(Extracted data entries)
—————

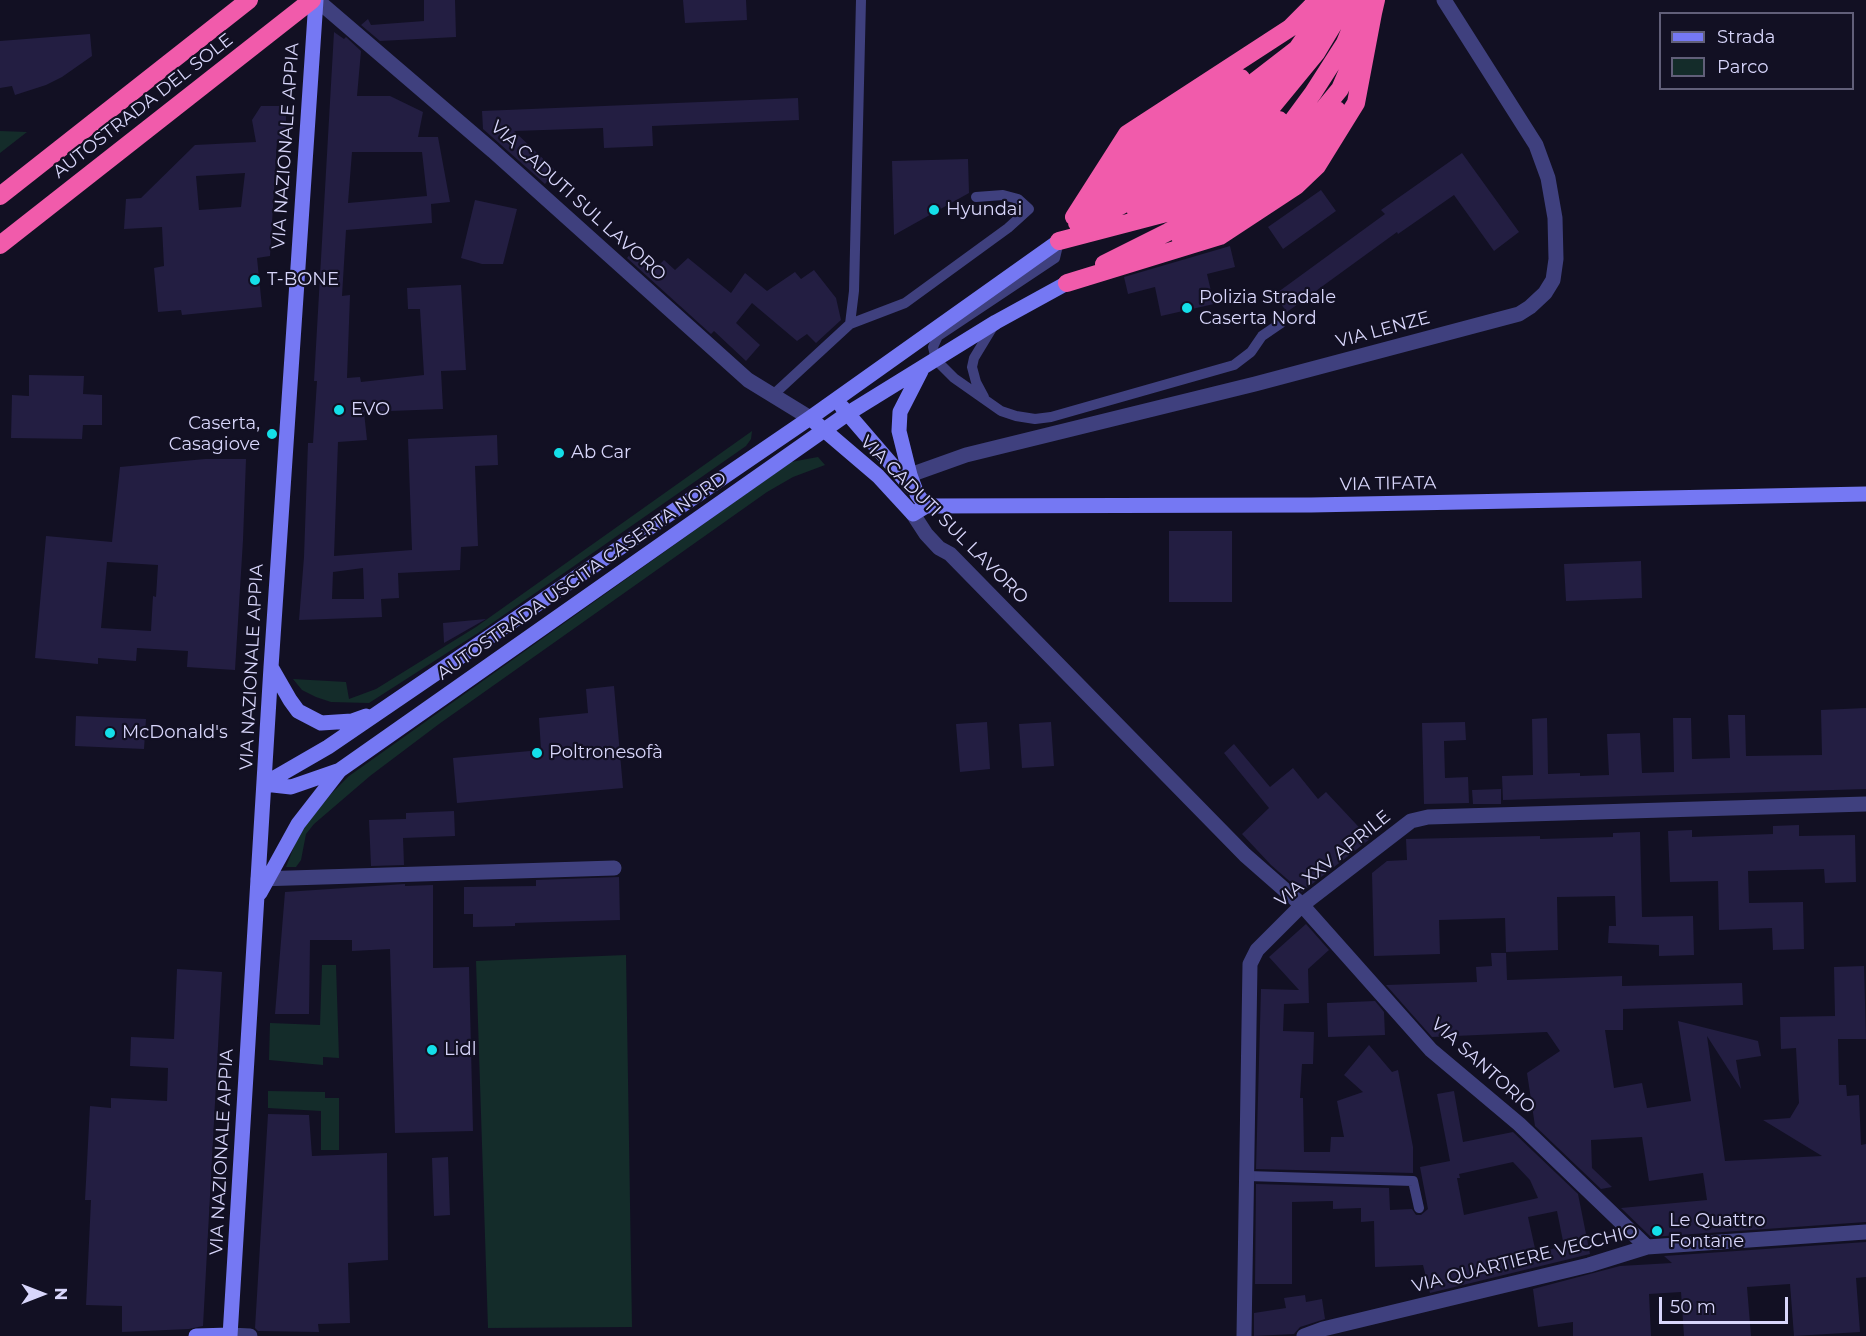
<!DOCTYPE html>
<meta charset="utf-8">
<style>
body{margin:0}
#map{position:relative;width:1866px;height:1336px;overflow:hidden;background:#121023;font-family:Montserrat,sans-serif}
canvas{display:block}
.legend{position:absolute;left:1659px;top:12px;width:195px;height:78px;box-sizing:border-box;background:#121023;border:2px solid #615f79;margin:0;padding:8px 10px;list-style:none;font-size:18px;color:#d8d6fb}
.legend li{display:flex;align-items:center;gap:12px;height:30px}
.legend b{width:30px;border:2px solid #615f79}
.north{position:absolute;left:12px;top:1264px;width:60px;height:60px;-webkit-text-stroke:4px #121023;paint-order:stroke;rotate:90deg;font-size:16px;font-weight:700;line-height:24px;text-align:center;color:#d8d6fb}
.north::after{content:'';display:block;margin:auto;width:21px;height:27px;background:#d8d6fb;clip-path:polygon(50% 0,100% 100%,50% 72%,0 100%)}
.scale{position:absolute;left:1659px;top:1297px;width:129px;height:27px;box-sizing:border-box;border:3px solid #d8d6fb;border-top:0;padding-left:8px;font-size:18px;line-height:21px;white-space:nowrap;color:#d8d6fb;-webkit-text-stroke:4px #121023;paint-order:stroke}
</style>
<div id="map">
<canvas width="1866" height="1336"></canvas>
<ul class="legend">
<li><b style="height:8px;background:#7578f3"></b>Strada</li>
<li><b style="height:16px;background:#142c2a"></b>Parco</li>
</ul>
<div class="north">N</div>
<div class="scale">50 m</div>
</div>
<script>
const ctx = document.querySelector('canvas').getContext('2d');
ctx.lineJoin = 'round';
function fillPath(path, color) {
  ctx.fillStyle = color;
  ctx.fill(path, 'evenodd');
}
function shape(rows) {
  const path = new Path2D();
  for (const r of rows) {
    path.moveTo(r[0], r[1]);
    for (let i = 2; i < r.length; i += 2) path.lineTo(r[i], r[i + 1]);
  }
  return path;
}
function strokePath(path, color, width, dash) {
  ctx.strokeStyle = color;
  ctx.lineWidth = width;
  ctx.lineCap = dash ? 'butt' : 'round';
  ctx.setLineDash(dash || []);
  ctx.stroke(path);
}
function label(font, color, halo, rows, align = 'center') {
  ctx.font = font + ' Montserrat,sans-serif';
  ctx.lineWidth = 4.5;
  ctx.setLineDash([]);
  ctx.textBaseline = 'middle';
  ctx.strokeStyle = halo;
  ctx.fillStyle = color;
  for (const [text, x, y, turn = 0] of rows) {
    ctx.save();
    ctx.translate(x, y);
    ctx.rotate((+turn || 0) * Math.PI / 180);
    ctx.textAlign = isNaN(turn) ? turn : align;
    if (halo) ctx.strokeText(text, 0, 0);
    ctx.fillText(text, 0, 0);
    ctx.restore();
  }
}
const green = shape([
 [0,131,27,132,0,153],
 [752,431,751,439,746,446,478,633,369,703,331,702,316,697,302,690,293,679,346,682,349,699,376,689,476,627],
 [818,457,825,465,793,477,767,492,439,724,370,776,314,824,306,834,301,860,296,867,286,867,300,831,331,794,349,776,791,462],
 [626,955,632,1327,488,1328,476,961],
 [322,965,336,965,339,1058,323,1057,323,1065,269,1060,270,1023,320,1025],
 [268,1091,325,1092,325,1098,339,1098,339,1150,321,1150,321,1111,268,1108]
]);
const building = shape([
 [424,0,455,0,456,37,380,41,361,25,368,19,371,25,424,21],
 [683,0,746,0,747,20,685,23],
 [334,32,344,39,346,37,361,51,357,96,390,96,423,112,418,137,438,137,450,202,431,204,432,223,346,230,342,296,350,295,347,378,360,377,361,382,424,375,420,309,408,309,407,288,461,285,466,370,441,371,443,409,364,412,367,440,338,442,334,556,412,550,408,439,497,435,498,465,475,466,478,546,461,547,460,570,398,573,399,598,381,599,382,617,299,620,304,557,308,443,313,443,317,381,314,381],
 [352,152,422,152,427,196,348,203],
 [363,568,364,599,332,599,333,572],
 [90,34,92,56,62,77,46,85,15,95,12,86,0,88,0,41],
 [798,98,799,120,652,126,653,146,604,148,603,128,514,131,556,171,545,184,483,129,482,111],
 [261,106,286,106,286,141,277,141,270,256,257,258,262,307,182,315,181,310,158,312,154,268,164,266,162,227,124,229,126,199,141,198,195,145,256,142,252,120],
 [245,173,241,207,199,210,196,176],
 [1462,153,1519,232,1494,251,1454,195,1398,234,1397,232,1287,312,1274,295,1385,214,1381,210],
 [968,159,969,193,894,235,892,161],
 [1321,190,1336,211,1283,249,1268,227],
 [475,200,517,209,503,264,482,264,461,258],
 [1230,246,1235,267,1207,274,1214,304,1161,316,1155,287,1128,294,1124,277],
 [632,252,655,269,664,260,675,270,688,258,731,293,745,273,767,291,795,272,801,279,814,270,836,298,841,320,816,343,807,334,797,341,752,303,736,323,760,345,746,361,714,331,711,334,627,258],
 [29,375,84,376,83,394,102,395,102,425,83,425,82,439,11,438,12,395,29,396],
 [205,459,246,459,243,540,235,670,187,667,188,651,137,648,136,661,98,658,98,664,35,658,46,536,112,542,120,467],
 [107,562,158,565,156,597,153,596,151,631,101,628],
 [1169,531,1232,531,1232,602,1169,602],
 [1641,561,1642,598,1566,601,1564,564],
 [486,619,444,643,443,623],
 [614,686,623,788,457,803,453,758,541,750,539,718,588,713,586,689],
 [1866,708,1866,789,1503,800,1502,776,1533,775,1532,719,1547,718,1548,774,1580,773,1580,776,1609,775,1607,734,1640,733,1642,773,1674,772,1673,718,1691,718,1692,759,1730,758,1728,715,1745,715,1746,756,1822,755,1821,710],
 [76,716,146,719,144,749,75,746],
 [987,722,990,769,960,772,956,724],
 [1051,722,1054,766,1022,768,1019,724],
 [1465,722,1466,740,1444,741,1445,778,1468,777,1469,803,1424,804,1422,723],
 [1234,744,1270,787,1293,768,1318,799,1326,792,1370,839,1302,892,1271,865,1242,834,1269,808,1224,753],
 [1501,789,1501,804,1473,804,1472,790],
 [454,811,455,836,403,838,404,865,371,866,369,820,406,819,406,813],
 [1799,825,1799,836,1855,835,1856,882,1825,883,1824,869,1748,871,1749,903,1803,902,1804,949,1773,950,1772,928,1719,930,1718,881,1670,882,1668,831,1692,830,1692,837,1773,834,1773,826],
 [1640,832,1642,917,1693,916,1694,955,1659,956,1659,945,1608,943,1609,926,1616,926,1615,896,1557,897,1558,950,1506,952,1505,918,1439,920,1440,954,1374,956,1372,873,1387,861,1407,860,1406,839,1540,836,1540,839,1613,837,1613,833],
 [619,877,620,920,515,923,515,926,473,927,473,914,464,914,464,887,536,886,536,880],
 [405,884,405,886,433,885,433,968,469,967,473,1131,395,1133,390,949,352,951,352,940,310,940,309,1014,275,1014,285,892],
 [1306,924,1329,950,1308,969,1309,1003,1284,1004,1283,1031,1314,1032,1313,1064,1302,1064,1300,1098,1303,1098,1304,1152,1330,1152,1331,1137,1344,1137,1337,1101,1363,1092,1344,1075,1369,1045,1392,1072,1398,1070,1413,1147,1413,1173,1256,1169,1261,989,1299,990,1269,957],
 [1491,953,1506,953,1507,980,1622,976,1622,986,1742,983,1743,1005,1623,1009,1623,1030,1605,1030,1614,1088,1642,1083,1647,1108,1691,1101,1678,1021,1758,1041,1761,1056,1736,1060,1741,1089,1707,1036,1725,1161,1822,1156,1763,1120,1790,1118,1799,1103,1796,1048,1781,1049,1780,1017,1835,1016,1834,967,1864,966,1866,1039,1838,1039,1839,1085,1846,1085,1847,1096,1859,1095,1861,1145,1866,1144,1866,1222,1651,1237,1621,1208,1707,1200,1703,1173,1649,1181,1642,1137,1591,1140,1592,1168,1612,1187,1601,1189,1535,1126,1527,1073,1560,1051,1547,1032,1432,1037,1386,985,1477,982,1476,967,1492,966],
 [177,969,222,972,203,1326,189,1329,122,1332,122,1306,86,1305,91,1200,85,1200,90,1106,111,1108,111,1098,167,1101,168,1068,130,1066,131,1037,174,1039],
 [1375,1001,1384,1012,1385,1035,1328,1037,1327,1003],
 [1454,1091,1463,1142,1513,1132,1578,1194,1590,1254,1430,1293,1423,1265,1375,1267,1374,1221,1361,1222,1361,1208,1333,1209,1333,1201,1292,1202,1292,1284,1255,1284,1256,1184,1389,1188,1390,1210,1412,1209,1416,1215,1421,1215,1428,1209,1420,1167,1450,1161,1437,1094],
 [1513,1162,1530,1180,1538,1198,1464,1215,1457,1178,1460,1178,1459,1174],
 [1557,1211,1564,1246,1536,1253,1528,1217],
 [268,1114,309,1115,312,1156,387,1153,388,1260,348,1263,350,1323,318,1324,319,1332,258,1331,255,1328],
 [448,1157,450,1215,434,1216,432,1158],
 [1866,1242,1866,1277,1856,1278,1860,1332,1794,1336,1790,1284,1747,1287,1751,1336,1684,1336,1681,1292,1649,1294,1651,1336,1573,1336,1573,1322,1538,1327,1533,1289,1620,1266,1672,1263,1664,1256],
 [1305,1295,1306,1302,1322,1299,1325,1319,1300,1327,1294,1334,1254,1336,1254,1313,1286,1308,1284,1298]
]);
const lane = shape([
 [1059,241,1055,258,938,336,933,347,936,360,954,378,1001,411,1016,416,1035,419,1051,417,1234,365,1251,352,1262,336,1281,323],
 [850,324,905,303,1008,228,1029,209,1018,199,1003,195,976,197],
 [773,395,850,324,854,291,861,0],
 [984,397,976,382,972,367,974,358,994,325],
 [1247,1176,1413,1181,1419,1208]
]);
const street = shape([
 [317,0,493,151,748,380,810,418],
 [910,475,966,455,1255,384,1519,314,1530,307,1545,293,1553,280,1556,259,1555,218,1548,178,1536,145,1444,0],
 [913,514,926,534,939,548,950,554,1245,855,1302,905,1431,1050,1519,1124,1647,1247],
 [258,879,614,868],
 [230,1335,250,1336],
 [1244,1336,1250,964,1257,950,1302,905,1411,821,1428,817,1866,804],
 [1304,1336,1323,1329,1589,1265,1647,1247,1866,1232]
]);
const secondary = shape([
 [921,371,900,412,899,431,910,475,917,494,926,506],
 [842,407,911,487],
 [810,418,878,476,913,514,926,506,1311,505,1866,494],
 [271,667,290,700,298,711,321,723,352,721,366,716],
 [264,784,328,747,810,418,1059,241],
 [264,784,291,787,340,770,847,414,996,322,1067,283],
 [260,893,298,824,340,770],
 [196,1336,230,1335],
 [230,1336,271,667,316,0]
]);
const highway = shape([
 [1107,181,1134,148,1241,78],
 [1123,194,1201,143,1240,114,1299,60],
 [0,196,249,0],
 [1136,211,1161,201,1218,169,1279,120],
 [1074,217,1127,134,1290,28,1318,0],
 [1077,223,1140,163,1192,130,1297,49,1331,0],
 [1081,228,1209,156,1270,109,1316,53,1339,15,1344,0],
 [1181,240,1243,206,1300,160,1337,110],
 [1059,241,1166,213,1228,183,1285,131,1313,93,1345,43,1355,19,1358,0],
 [0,245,312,0],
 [1104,264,1168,232,1236,196,1293,146,1340,89,1373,13,1376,0],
 [1067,283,1220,236,1296,186,1317,166,1356,103,1373,13]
]);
const markers = [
 [934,210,6,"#14dfe9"],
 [255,280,6,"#14dfe9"],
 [1187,308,6,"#14dfe9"],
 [339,410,6,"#14dfe9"],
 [272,434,6,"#14dfe9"],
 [559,453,6,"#14dfe9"],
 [110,733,6,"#14dfe9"],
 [537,753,6,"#14dfe9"],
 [432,1050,6,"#14dfe9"],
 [1657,1231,6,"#14dfe9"]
];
const streetNames = [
 ["AUTOSTRADA DEL SOLE",143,106,-38],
 ["VIA NAZIONALE APPIA",286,146,-86],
 ["VIA CADUTI SUL LAVORO",578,201,42],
 ["VIA LENZE",1383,330,-15],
 ["VIA TIFATA",1388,484,-1],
 ["VIA CADUTI SUL LAVORO",944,520,45],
 ["AUTOSTRADA USCITA CASERTA NORD",582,576,-35],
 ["VIA NAZIONALE APPIA",252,667,-87],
 ["VIA XXV APRILE",1333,859,-39],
 ["VIA SANTORIO",1483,1066,42],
 ["VIA NAZIONALE APPIA",222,1152,-87],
 ["VIA QUARTIERE VECCHIO",1525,1259,-14]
];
const poiNames = [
 ["Hyundai",946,210],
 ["T-BONE",267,280],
 ["Polizia Stradale",1199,298],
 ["Caserta Nord",1199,319],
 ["EVO",351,410],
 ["Caserta,",260,424,"right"],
 ["Casagiove",260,445,"right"],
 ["Ab Car",571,453],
 ["McDonald's",122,733],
 ["Poltronesofà",549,753],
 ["Lidl",444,1050],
 ["Le Quattro",1669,1221],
 ["Fontane",1669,1242]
];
fillPath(green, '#142c2a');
fillPath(building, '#231e42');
strokePath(lane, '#3f407e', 10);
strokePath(street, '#3f407e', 15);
strokePath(secondary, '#7578f3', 15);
strokePath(highway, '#f15bab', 18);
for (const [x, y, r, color] of markers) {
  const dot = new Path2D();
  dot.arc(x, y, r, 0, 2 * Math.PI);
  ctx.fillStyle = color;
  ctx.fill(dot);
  strokePath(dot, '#121023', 2);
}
label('18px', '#d8d6fb', '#121023', streetNames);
label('18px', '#d8d6fb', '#121023', poiNames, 'left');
</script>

—————

• WHAT IS REQUIRED: If the string "strokeStyle" appears in a line of the entries, report the line.

• SOLUTION TO THE PROBLEM:
  ctx.strokeStyle = color;
  ctx.strokeStyle = halo;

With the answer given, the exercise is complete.